[Saved data entries]
══════
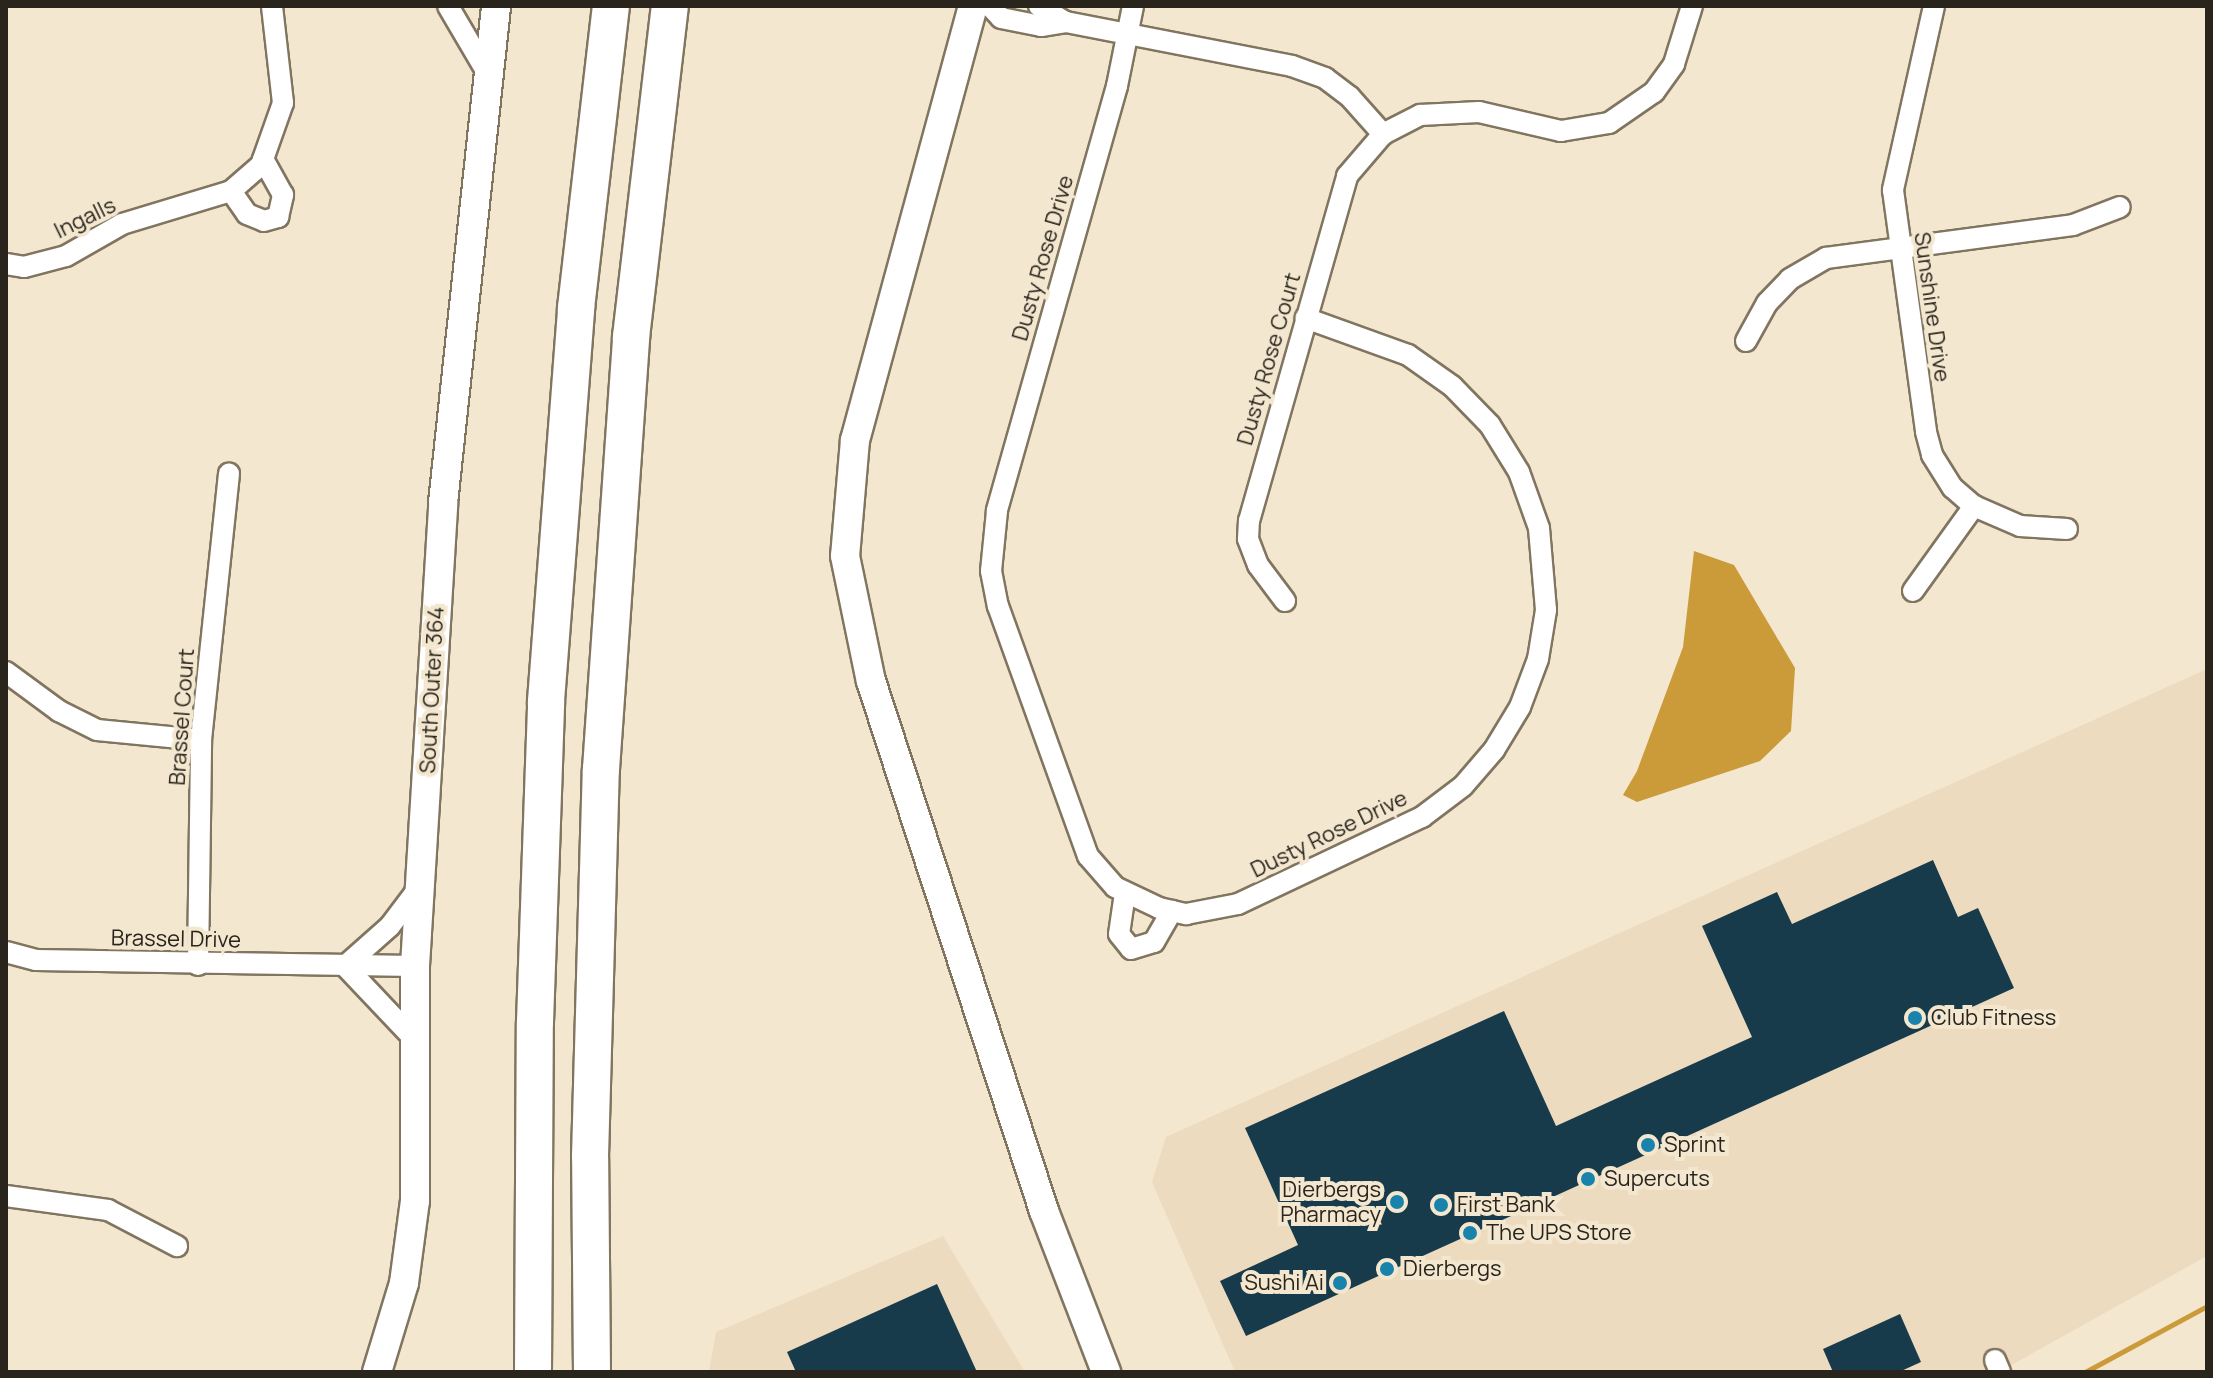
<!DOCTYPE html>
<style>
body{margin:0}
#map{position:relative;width:2213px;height:1378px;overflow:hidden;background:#f4e7d0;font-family:Manrope,sans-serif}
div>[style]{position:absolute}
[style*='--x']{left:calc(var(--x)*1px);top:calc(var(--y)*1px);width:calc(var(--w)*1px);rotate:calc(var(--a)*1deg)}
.built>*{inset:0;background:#eddbbf}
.water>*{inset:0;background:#cb9b3a}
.stream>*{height:5px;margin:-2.5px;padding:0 2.5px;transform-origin:2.5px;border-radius:2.5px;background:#cb9b3a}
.building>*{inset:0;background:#173b4b}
.roads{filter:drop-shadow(2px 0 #817560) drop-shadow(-2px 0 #817560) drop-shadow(0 2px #817560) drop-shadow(0 -2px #817560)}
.street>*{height:20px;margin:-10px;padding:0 10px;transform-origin:10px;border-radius:10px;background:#fff}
.secondary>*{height:28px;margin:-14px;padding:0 14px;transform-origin:14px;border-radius:14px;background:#fff}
.highway>*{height:36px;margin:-18px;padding:0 18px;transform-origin:18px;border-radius:18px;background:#fff}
.dots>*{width:22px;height:22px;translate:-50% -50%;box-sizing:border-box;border:4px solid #f4e7d0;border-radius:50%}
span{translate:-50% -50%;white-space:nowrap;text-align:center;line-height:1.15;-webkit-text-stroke:8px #f4e7d0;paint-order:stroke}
.street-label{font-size:22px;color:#29241c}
.poi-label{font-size:22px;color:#29241c}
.left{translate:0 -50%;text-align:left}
.right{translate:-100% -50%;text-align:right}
.frame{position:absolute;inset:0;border:8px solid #29241c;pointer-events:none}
</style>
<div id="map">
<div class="built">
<div style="clip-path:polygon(2207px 669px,2207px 1256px,1999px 1372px,1235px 1372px,1152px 1182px,1166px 1137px)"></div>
<div style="clip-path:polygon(943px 1236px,1025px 1372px,709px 1372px,716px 1332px)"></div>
</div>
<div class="water">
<div style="clip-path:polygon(1694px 551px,1734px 565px,1795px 668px,1791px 731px,1760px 761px,1637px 802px,1623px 795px,1637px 771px,1683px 647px)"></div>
</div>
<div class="stream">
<div style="--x:2085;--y:1372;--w:139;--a:-28.4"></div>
</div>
<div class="building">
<div style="clip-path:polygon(1933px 860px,1958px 917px,1978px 908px,2014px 988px,1246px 1336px,1220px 1281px,1298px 1245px,1245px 1128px,1504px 1011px,1556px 1126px,1752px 1037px,1702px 926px,1777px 892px,1792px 924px)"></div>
<div style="clip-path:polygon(937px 1284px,977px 1372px,796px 1372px,787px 1352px)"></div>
<div style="clip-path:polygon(1900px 1314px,1921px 1362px,1899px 1372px,1833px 1372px,1823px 1349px)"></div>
</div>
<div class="roads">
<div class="street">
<div style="--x:448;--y:6;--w:81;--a:59.6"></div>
<div style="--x:990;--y:6;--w:16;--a:47"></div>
<div style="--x:1001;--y:18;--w:41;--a:11.3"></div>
<div style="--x:1041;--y:26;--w:25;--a:-9"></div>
<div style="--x:1066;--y:22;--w:230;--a:11"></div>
<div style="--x:1292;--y:66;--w:35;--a:20"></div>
<div style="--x:1325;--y:78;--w:31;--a:37"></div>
<div style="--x:1350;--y:97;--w:50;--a:48.3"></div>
<div style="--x:1039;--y:6;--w:31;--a:31"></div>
<div style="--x:1133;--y:6;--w:82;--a:101.3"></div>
<div style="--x:1117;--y:86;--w:442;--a:105.8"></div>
<div style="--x:997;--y:511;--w:60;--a:95.7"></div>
<div style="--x:991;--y:571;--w:36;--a:79"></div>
<div style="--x:998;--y:606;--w:266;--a:70.2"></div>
<div style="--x:1088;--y:856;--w:41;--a:48.9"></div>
<div style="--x:1115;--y:887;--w:49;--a:25.5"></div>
<div style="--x:1159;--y:908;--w:28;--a:13"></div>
<div style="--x:1186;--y:914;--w:53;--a:-10.9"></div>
<div style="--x:1238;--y:904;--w:204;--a:-25.3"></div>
<div style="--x:1422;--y:817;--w:51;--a:-37.1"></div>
<div style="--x:1463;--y:786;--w:48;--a:-49.3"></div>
<div style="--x:1494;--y:750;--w:50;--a:-58.8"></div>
<div style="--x:1520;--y:707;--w:51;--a:-69.4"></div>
<div style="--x:1538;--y:659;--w:50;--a:-80.7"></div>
<div style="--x:1546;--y:610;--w:82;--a:-94.9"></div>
<div style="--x:1539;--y:528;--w:59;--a:-109.7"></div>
<div style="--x:1519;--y:472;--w:55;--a:-121.7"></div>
<div style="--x:1490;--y:425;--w:54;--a:-134.3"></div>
<div style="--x:1452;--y:386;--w:54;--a:-144.8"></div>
<div style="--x:1408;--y:355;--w:109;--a:-160.2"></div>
<div style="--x:1934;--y:6;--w:189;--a:102.6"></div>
<div style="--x:1893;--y:190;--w:244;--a:82.2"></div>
<div style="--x:1926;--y:432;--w:24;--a:75"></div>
<div style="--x:1932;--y:455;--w:39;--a:58"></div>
<div style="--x:1953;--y:488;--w:28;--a:41"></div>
<div style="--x:1974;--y:506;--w:50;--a:23.5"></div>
<div style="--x:2020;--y:526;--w:47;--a:3.7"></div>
<div style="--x:231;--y:191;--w:28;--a:55"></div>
<div style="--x:247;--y:214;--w:18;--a:22"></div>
<div style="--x:264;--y:221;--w:15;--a:-16"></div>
<div style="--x:278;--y:217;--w:23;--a:-77"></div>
<div style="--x:283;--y:195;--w:41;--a:-119.1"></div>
<div style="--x:6;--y:264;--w:18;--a:9"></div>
<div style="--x:24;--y:267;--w:43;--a:-14.7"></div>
<div style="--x:66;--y:256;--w:64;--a:-29.7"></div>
<div style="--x:122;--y:224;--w:114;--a:-16.8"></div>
<div style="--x:231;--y:191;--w:40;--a:-41"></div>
<div style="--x:261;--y:165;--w:66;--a:-70.5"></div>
<div style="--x:283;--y:103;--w:98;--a:-96.5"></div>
<div style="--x:1746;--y:341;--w:43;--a:-61.1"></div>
<div style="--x:1767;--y:303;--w:33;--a:-46"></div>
<div style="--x:1790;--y:279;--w:42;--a:-30.3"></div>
<div style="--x:1826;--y:258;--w:249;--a:-7.6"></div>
<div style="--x:2073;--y:225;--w:50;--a:-21"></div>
<div style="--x:1913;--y:591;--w:105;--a:-54.3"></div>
<div style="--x:1285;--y:601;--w:45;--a:-126.9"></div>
<div style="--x:1258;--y:565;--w:28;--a:-111"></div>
<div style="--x:1248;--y:539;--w:18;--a:-87"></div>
<div style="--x:1249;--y:521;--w:359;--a:-74.1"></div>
<div style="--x:1347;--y:176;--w:55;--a:-49.4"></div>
<div style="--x:1383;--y:134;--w:42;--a:-27.2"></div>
<div style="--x:1420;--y:115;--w:59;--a:-2.9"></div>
<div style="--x:1479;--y:112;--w:84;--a:13"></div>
<div style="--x:1561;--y:131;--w:49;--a:-9.5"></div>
<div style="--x:1609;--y:123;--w:55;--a:-34.6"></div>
<div style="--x:1654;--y:92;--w:34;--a:-54"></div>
<div style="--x:1674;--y:64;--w:61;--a:-72.8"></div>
<div style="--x:6;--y:672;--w:66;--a:36.3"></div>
<div style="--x:59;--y:711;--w:42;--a:26.6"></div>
<div style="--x:97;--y:730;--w:104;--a:5.5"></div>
<div style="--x:1125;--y:893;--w:41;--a:98.3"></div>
<div style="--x:1119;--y:934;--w:19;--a:51"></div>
<div style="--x:1131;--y:949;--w:24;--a:-17"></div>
<div style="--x:1154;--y:942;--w:36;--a:-60"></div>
<div style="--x:6;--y:952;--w:31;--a:15"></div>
<div style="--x:36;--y:960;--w:379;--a:0.9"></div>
<div style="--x:198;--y:965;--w:225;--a:-89.2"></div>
<div style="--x:201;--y:740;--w:268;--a:-84"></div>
<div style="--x:415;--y:1040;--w:102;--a:-133.4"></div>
<div style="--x:345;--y:966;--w:60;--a:-41.6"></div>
<div style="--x:390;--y:926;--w:46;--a:-52.9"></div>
<div style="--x:6;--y:1196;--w:103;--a:7.8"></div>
<div style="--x:108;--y:1210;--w:78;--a:27.6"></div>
<div style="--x:1995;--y:1360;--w:13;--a:67"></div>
</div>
<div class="secondary">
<div style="--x:973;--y:6;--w:450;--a:105.2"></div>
<div style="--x:855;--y:440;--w:116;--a:94.9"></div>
<div style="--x:845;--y:556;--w:128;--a:78.3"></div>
<div style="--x:871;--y:681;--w:558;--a:71.92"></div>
<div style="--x:1044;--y:1211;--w:173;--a:68.9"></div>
<div style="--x:377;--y:1372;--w:93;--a:-73.1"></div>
<div style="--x:404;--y:1283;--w:83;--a:-82.4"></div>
<div style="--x:415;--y:1201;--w:235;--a:-90"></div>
<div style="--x:415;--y:966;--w:464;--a:-86.5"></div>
<div style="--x:443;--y:503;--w:500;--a:-83.9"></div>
</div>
<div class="highway">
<div style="--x:533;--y:1372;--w:350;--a:-89.7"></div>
<div style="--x:535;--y:1022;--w:321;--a:-88"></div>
<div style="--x:546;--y:701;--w:394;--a:-85.6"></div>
<div style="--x:576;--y:308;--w:304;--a:-83.4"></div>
<div style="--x:592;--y:1372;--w:215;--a:-90.5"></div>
<div style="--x:590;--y:1157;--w:388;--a:-88.4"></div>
<div style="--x:601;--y:769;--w:433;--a:-86"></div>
<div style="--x:631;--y:337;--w:333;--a:-83.3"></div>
</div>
</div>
<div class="dots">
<div style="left:1915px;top:1018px;background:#1983ab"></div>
<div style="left:1648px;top:1145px;background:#1983ab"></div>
<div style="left:1588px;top:1179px;background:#1983ab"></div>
<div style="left:1397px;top:1202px;background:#1983ab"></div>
<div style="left:1441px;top:1205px;background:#1983ab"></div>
<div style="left:1470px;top:1233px;background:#1983ab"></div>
<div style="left:1387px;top:1269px;background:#1983ab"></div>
<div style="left:1340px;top:1283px;background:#1983ab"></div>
</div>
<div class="street-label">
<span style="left:85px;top:218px;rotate:-26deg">Ingalls</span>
<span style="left:1043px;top:258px;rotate:-74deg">Dusty Rose Drive</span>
<span style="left:1932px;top:307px;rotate:82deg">Sunshine Drive</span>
<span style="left:1269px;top:359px;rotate:-74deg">Dusty Rose Court</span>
<span style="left:432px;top:690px;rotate:-87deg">South Outer 364</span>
<span style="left:182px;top:717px;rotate:-86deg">Brassel Court</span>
<span style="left:1329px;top:834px;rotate:-26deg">Dusty Rose Drive</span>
<span style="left:176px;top:939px;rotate:1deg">Brassel Drive</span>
</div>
<div class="poi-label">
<span class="left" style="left:1931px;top:1018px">Club Fitness</span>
<span class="left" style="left:1664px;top:1145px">Sprint</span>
<span class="left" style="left:1604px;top:1179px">Supercuts</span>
<span class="right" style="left:1381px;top:1202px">Dierbergs<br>Pharmacy</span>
<span class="left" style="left:1457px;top:1205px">First Bank</span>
<span class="left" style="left:1486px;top:1233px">The UPS Store</span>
<span class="left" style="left:1403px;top:1269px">Dierbergs</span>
<span class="right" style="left:1324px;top:1283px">Sushi Ai</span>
</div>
<div class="frame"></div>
</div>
══════
PROBLEM TO SOLVE
In the entries above, find each line with "stream" and list it.

COMPLETED EXERCISE
.stream>*{height:5px;margin:-2.5px;padding:0 2.5px;transform-origin:2.5px;border-radius:2.5px;background:#cb9b3a}
<div class="stream">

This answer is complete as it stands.